* [About this exercise]: In the listing below, find each line containing "boxes" and report it.
+++++
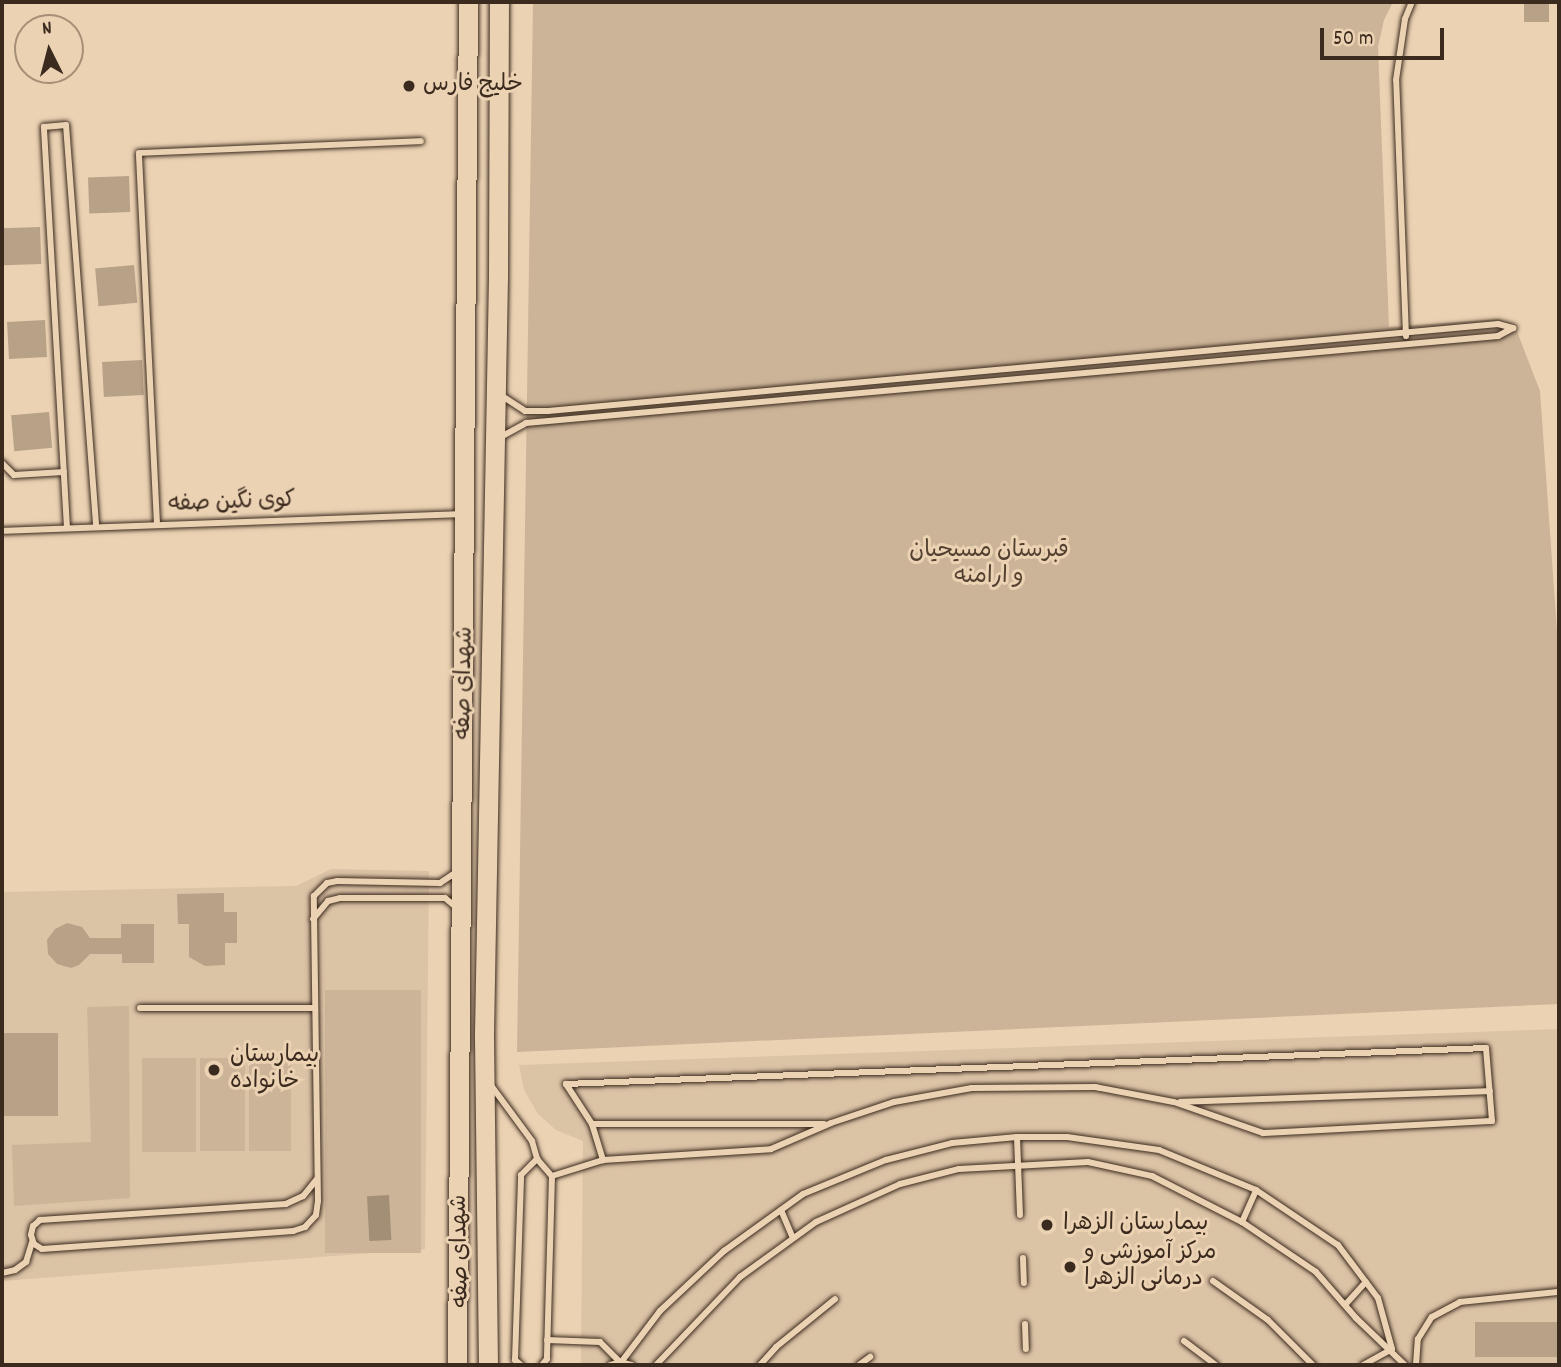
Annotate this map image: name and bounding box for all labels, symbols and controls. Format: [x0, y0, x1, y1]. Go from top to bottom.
north arrow [14, 14, 84, 84]
scale bar [1323, 14, 1447, 58]
text: N [41, 16, 53, 44]
text: 50 m [1333, 25, 1373, 55]
place label: خلیج فارس [423, 72, 523, 100]
marker: خلیج فارس [401, 78, 417, 94]
street label: کوی نگین صفه [168, 488, 296, 520]
park label: قبرستان مسیحیان و ارامنه [909, 538, 1069, 592]
street label: شهدای صفه [451, 626, 481, 740]
place label: بیمارستان خانواده [230, 1043, 319, 1097]
marker: بیمارستان خانواده [204, 1060, 224, 1080]
street label: شهدای صفه [447, 1194, 477, 1308]
place label: بیمارستان الزهرا [1063, 1211, 1209, 1239]
marker: بیمارستان الزهرا [1037, 1215, 1057, 1235]
place label: مرکز آموزشی و درمانی الزهرا [1084, 1240, 1216, 1294]
marker: مرکز آموزشی و درمانی الزهرا [1062, 1259, 1078, 1275]

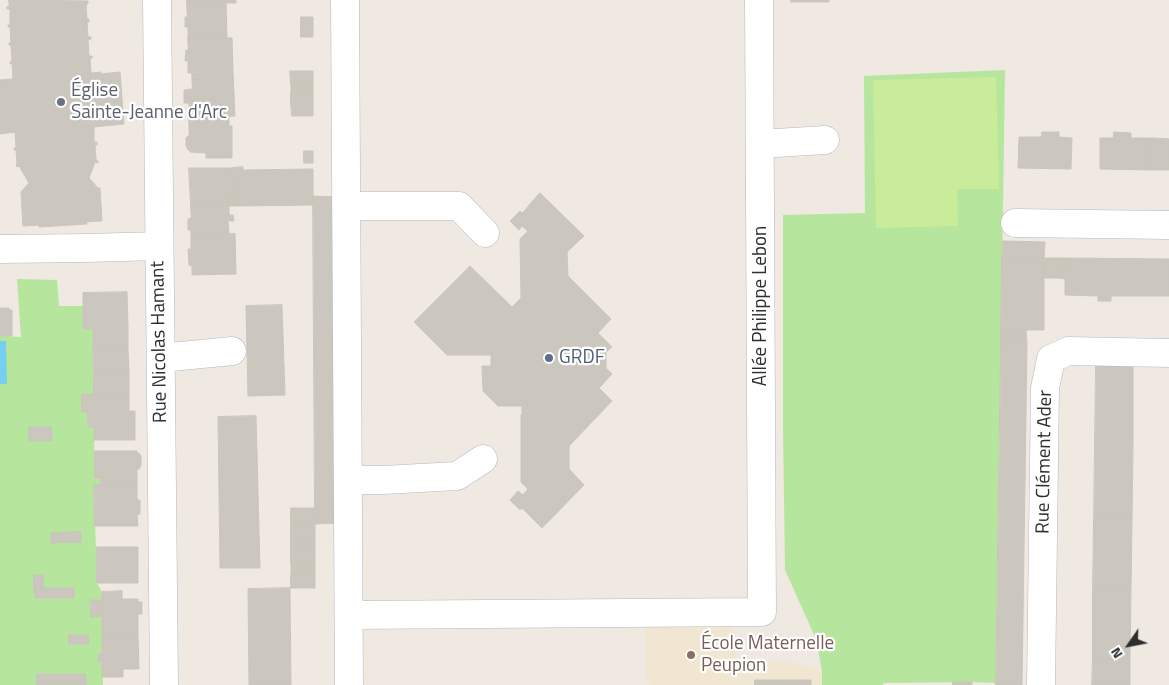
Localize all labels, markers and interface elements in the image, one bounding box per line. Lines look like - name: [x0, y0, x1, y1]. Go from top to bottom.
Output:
- place label: Église Sainte-Jeanne d'Arc: [71, 80, 227, 124]
- marker: Église Sainte-Jeanne d'Arc: [55, 96, 67, 108]
- street label: Allée Philippe Lebon: [750, 226, 772, 386]
- street label: Rue Nicolas Hamant: [147, 261, 173, 423]
- place label: GRDF: [559, 347, 605, 369]
- marker: GRDF: [543, 352, 555, 364]
- street label: Rue Clément Ader: [1032, 390, 1058, 534]
- north arrow: [1104, 620, 1154, 670]
- place label: École Maternelle Peupion: [701, 633, 834, 677]
- text: N: [1105, 644, 1127, 663]
- marker: École Maternelle Peupion: [685, 649, 697, 661]

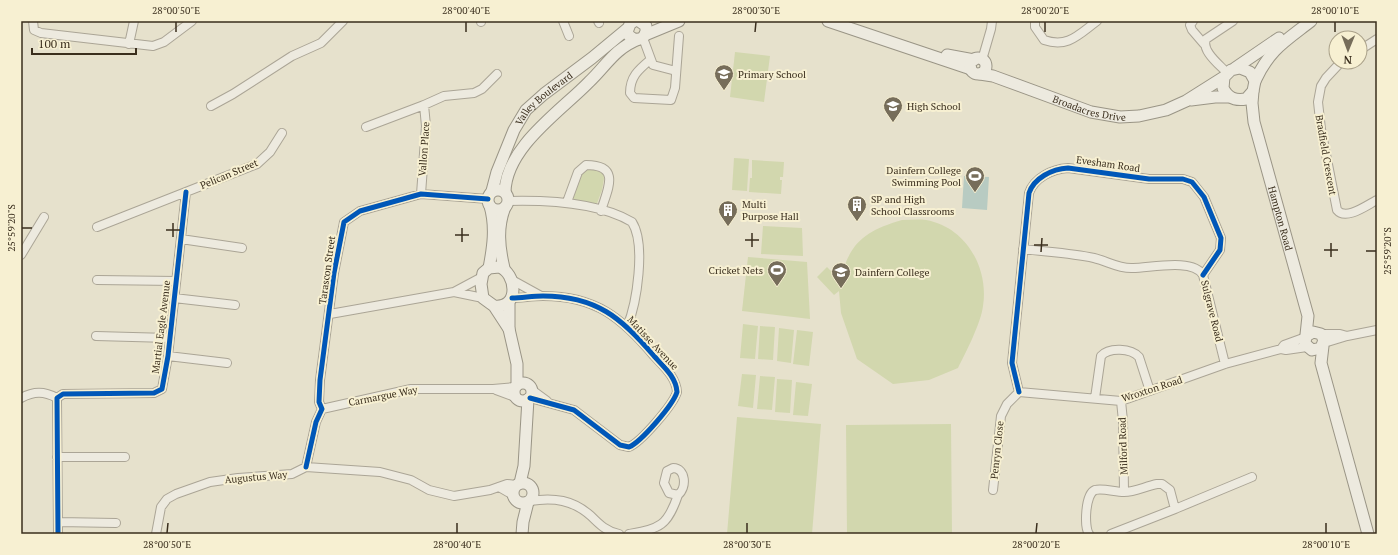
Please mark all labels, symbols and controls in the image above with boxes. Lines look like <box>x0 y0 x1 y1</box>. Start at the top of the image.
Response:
text: 28°00'50"E <box>152 4 200 17</box>
text: 28°00'40"E <box>442 4 490 17</box>
text: 28°00'30"E <box>732 4 780 17</box>
text: 28°00'20"E <box>1021 4 1069 17</box>
text: 28°00'10"E <box>1311 4 1359 17</box>
scale bar <box>32 30 136 56</box>
north arrow <box>1328 30 1368 70</box>
text: 100 m <box>38 36 71 51</box>
text: N <box>1343 53 1352 67</box>
school or university icon: Primary School <box>713 63 735 91</box>
street label: Valley Boulevard <box>512 68 575 127</box>
place label: Primary School <box>738 68 806 81</box>
street label: Broadacres Drive <box>1051 92 1126 124</box>
school or university icon: High School <box>882 95 904 123</box>
place label: High School <box>907 100 961 113</box>
street label: Bradfield Crescent <box>1313 114 1340 196</box>
street label: Vallon Place <box>416 121 432 177</box>
street label: Evesham Road <box>1075 153 1141 175</box>
street label: Pelican Street <box>198 156 260 192</box>
place label: Dainfern College Swimming Pool <box>886 164 961 189</box>
sports icon: Dainfern College Swimming Pool <box>964 165 986 193</box>
street label: Hampton Road <box>1266 184 1296 252</box>
place label: SP and High School Classrooms <box>871 193 954 218</box>
building icon: SP and High School Classrooms <box>846 194 868 222</box>
place label: Multi Purpose Hall <box>742 198 799 223</box>
building icon: Multi Purpose Hall <box>717 199 739 227</box>
text: 25°59'20"S <box>5 204 18 252</box>
text: 25°59'20"S <box>1381 227 1394 275</box>
street label: Tarascon Street <box>316 235 338 305</box>
sports icon: Cricket Nets <box>766 259 788 287</box>
school or university icon: Dainfern College <box>830 261 852 289</box>
place label: Cricket Nets <box>708 264 763 277</box>
place label: Dainfern College <box>855 266 930 279</box>
street label: Sulgrave Road <box>1198 279 1226 344</box>
street label: Martial Eagle Avenue <box>149 280 173 374</box>
street label: Matisse Avenue <box>625 313 681 373</box>
street label: Wroxton Road <box>1120 373 1184 405</box>
street label: Carmargue Way <box>347 383 420 409</box>
street label: Milford Road <box>1115 417 1131 475</box>
street label: Penryn Close <box>987 420 1007 480</box>
street label: Augustus Way <box>224 468 289 486</box>
text: 28°00'50"E <box>143 538 191 551</box>
text: 28°00'40"E <box>433 538 481 551</box>
text: 28°00'30"E <box>723 538 771 551</box>
text: 28°00'20"E <box>1012 538 1060 551</box>
text: 28°00'10"E <box>1302 538 1350 551</box>

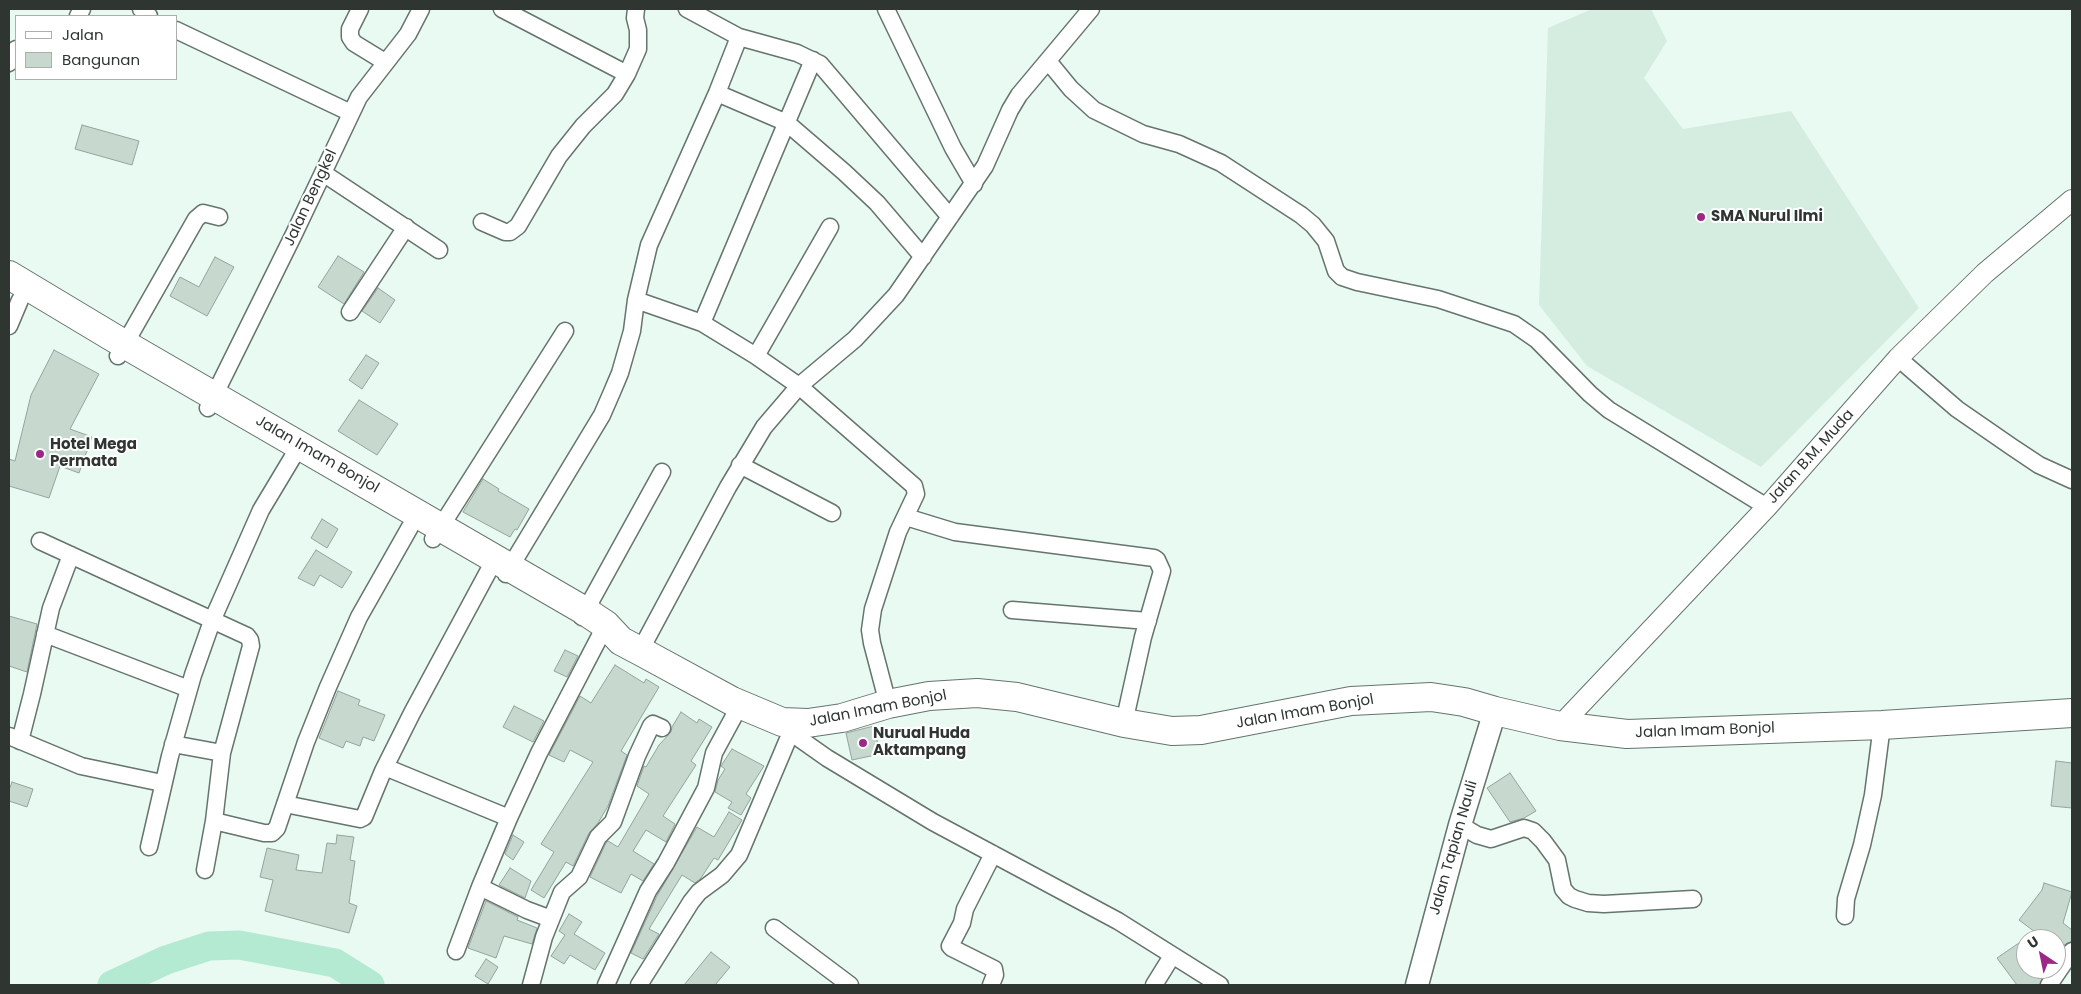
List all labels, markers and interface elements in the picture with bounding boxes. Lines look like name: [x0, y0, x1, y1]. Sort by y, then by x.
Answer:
+++++
* [Answer space]:
Please mark all labels, symbols and controls in the image above with boxes. Lines look like <box>x0 y0 x1 y1</box>. Start at the top of the image.
List all labels, markers and interface elements in the picture with bounding boxes. Lines look like name: [x0, y0, x1, y1]. Sort by y, then by x.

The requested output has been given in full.